▶ **WHAT YOU SHOULD DO**
Would you return every line of the listing below that has "scale" in it?

▶ **MATERIAL SUPPLIED**
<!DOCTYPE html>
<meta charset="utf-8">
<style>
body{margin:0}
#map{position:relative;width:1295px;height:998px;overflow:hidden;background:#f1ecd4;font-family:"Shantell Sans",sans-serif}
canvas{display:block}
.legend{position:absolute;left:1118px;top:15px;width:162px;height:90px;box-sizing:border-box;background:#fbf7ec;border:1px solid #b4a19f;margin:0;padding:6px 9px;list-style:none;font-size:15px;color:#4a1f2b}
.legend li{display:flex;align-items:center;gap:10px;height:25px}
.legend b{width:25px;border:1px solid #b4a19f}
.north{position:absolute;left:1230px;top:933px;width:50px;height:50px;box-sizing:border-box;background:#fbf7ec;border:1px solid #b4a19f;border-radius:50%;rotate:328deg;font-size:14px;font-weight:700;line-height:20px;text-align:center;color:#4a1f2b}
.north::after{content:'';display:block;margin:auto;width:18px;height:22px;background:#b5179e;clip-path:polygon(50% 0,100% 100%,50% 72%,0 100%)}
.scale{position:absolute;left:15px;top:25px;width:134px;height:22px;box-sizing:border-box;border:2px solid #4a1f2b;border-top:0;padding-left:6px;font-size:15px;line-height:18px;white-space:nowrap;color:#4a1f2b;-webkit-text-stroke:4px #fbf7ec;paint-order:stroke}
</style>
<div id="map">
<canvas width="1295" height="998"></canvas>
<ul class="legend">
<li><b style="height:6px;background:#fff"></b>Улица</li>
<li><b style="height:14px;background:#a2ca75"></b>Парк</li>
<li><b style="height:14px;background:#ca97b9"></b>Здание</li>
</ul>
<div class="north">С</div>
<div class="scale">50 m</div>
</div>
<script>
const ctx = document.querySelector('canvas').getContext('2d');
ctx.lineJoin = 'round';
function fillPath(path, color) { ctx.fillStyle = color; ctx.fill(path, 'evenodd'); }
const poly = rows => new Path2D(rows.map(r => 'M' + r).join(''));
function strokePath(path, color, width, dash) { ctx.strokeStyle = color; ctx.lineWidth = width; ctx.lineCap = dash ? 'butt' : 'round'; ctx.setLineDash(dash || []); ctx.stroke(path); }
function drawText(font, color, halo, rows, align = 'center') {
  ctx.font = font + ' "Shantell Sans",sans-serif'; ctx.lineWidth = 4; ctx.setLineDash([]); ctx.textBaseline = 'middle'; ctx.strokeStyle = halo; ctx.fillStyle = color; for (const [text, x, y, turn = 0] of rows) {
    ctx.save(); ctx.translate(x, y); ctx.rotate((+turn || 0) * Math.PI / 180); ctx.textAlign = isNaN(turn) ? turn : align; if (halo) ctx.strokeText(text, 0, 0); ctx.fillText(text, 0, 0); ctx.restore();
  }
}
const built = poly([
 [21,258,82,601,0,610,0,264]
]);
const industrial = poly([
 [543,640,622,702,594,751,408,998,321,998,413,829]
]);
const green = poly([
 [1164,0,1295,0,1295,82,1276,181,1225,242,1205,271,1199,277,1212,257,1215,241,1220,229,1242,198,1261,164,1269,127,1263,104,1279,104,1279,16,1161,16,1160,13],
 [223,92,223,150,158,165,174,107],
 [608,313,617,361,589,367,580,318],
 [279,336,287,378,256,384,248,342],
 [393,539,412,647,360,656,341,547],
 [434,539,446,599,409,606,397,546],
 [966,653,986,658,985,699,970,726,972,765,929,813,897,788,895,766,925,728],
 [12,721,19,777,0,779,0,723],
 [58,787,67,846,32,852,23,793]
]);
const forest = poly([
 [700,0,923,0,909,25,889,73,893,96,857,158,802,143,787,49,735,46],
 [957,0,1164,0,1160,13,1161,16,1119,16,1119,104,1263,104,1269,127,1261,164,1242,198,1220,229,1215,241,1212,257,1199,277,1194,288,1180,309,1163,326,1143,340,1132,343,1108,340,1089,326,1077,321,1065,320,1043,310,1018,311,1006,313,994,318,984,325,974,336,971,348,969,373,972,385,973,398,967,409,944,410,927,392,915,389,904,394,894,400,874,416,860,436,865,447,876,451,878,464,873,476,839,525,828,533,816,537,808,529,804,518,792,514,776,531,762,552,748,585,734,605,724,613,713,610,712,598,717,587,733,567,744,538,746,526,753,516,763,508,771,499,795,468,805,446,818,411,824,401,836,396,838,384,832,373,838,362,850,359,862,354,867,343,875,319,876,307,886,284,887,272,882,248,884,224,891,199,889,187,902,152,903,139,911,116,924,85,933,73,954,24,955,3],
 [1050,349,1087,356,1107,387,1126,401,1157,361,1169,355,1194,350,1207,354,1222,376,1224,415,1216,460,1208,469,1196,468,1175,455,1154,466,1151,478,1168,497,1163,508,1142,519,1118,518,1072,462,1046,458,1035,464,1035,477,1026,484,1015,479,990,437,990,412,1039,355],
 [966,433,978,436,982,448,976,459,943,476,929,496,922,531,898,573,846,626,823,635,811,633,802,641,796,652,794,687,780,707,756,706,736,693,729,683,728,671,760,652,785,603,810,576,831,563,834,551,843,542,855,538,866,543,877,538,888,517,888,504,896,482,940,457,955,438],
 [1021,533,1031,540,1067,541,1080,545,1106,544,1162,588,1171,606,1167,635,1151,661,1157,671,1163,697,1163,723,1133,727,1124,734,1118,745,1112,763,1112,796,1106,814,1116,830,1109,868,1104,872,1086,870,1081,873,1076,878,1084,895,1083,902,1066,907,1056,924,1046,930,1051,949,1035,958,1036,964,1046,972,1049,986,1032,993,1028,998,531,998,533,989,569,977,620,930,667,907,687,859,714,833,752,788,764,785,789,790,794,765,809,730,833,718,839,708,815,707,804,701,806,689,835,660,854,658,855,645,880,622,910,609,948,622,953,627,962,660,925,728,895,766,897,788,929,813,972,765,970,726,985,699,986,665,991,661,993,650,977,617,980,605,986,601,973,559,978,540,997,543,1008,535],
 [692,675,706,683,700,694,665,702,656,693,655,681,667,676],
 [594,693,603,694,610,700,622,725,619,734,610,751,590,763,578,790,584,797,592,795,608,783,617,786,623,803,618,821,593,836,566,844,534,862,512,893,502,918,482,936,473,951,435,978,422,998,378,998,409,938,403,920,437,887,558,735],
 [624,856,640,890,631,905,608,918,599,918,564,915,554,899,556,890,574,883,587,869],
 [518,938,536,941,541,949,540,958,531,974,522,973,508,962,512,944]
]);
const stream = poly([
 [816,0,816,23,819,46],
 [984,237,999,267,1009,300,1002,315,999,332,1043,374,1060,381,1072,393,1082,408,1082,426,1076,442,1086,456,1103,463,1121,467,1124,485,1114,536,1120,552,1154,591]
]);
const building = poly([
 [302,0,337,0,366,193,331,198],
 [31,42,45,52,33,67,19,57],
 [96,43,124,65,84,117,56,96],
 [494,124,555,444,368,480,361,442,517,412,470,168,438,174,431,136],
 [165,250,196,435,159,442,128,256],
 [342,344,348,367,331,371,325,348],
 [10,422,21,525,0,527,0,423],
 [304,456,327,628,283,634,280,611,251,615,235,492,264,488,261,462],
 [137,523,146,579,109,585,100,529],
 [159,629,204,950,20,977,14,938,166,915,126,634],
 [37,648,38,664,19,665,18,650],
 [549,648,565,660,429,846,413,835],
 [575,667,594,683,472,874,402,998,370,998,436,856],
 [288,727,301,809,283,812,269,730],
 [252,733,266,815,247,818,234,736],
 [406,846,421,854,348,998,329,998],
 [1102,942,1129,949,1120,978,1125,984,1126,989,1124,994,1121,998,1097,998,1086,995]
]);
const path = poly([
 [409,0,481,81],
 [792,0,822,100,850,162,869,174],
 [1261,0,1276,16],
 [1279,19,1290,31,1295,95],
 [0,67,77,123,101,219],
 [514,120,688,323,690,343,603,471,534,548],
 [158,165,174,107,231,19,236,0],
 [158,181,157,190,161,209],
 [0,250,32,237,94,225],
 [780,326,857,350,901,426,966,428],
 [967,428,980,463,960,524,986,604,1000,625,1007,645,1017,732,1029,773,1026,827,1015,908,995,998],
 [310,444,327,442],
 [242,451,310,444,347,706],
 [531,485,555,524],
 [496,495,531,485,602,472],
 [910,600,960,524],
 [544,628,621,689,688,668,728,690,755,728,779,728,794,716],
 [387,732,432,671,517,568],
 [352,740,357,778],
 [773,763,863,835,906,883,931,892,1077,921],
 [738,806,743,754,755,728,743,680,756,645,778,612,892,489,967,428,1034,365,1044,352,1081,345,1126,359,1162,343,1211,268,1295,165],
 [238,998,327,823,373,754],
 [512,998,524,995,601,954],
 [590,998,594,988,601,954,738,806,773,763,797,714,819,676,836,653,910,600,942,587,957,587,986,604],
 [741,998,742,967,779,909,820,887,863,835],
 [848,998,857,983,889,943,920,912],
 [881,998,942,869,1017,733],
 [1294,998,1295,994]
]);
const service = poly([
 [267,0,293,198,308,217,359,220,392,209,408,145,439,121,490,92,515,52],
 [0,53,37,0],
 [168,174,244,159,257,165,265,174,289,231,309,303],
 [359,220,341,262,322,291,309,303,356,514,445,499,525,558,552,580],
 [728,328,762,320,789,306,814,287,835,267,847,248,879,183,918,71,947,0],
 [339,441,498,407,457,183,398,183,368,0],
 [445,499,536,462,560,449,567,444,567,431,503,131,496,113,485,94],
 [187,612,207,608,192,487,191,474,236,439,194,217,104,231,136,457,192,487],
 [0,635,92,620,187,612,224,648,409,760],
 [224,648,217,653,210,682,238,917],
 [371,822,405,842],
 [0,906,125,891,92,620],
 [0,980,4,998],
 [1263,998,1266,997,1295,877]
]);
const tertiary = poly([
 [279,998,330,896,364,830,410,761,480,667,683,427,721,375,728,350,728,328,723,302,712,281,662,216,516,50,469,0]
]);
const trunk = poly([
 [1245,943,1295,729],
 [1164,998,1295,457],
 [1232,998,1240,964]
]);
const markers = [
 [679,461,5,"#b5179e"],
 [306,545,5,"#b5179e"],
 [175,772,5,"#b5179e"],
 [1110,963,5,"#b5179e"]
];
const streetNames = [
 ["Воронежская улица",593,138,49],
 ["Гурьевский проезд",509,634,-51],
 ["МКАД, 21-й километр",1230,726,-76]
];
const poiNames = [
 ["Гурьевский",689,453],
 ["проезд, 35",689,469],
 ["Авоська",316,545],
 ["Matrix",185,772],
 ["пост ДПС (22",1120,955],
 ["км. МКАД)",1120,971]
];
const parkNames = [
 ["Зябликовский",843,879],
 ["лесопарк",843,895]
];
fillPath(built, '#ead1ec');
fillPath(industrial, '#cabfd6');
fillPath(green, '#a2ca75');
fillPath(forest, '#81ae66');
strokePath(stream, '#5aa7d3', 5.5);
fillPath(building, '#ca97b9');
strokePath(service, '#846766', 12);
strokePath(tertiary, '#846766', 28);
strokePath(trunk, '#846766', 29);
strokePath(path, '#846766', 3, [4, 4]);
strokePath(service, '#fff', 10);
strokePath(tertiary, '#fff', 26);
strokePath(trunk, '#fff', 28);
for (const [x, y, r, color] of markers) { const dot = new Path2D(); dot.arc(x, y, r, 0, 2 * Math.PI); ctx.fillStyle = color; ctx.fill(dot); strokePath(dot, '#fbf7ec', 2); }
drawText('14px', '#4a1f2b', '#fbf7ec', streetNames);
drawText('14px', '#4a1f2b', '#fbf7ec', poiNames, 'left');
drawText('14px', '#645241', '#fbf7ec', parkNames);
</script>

▶ **THE COMPLETED TASK**
.scale{position:absolute;left:15px;top:25px;width:134px;height:22px;box-sizing:border-box;border:2px solid #4a1f2b;border-top:0;padding-left:6px;font-size:15px;line-height:18px;white-space:nowrap;color:#4a1f2b;-webkit-text-stroke:4px #fbf7ec;paint-order:stroke}
<div class="scale">50 m</div>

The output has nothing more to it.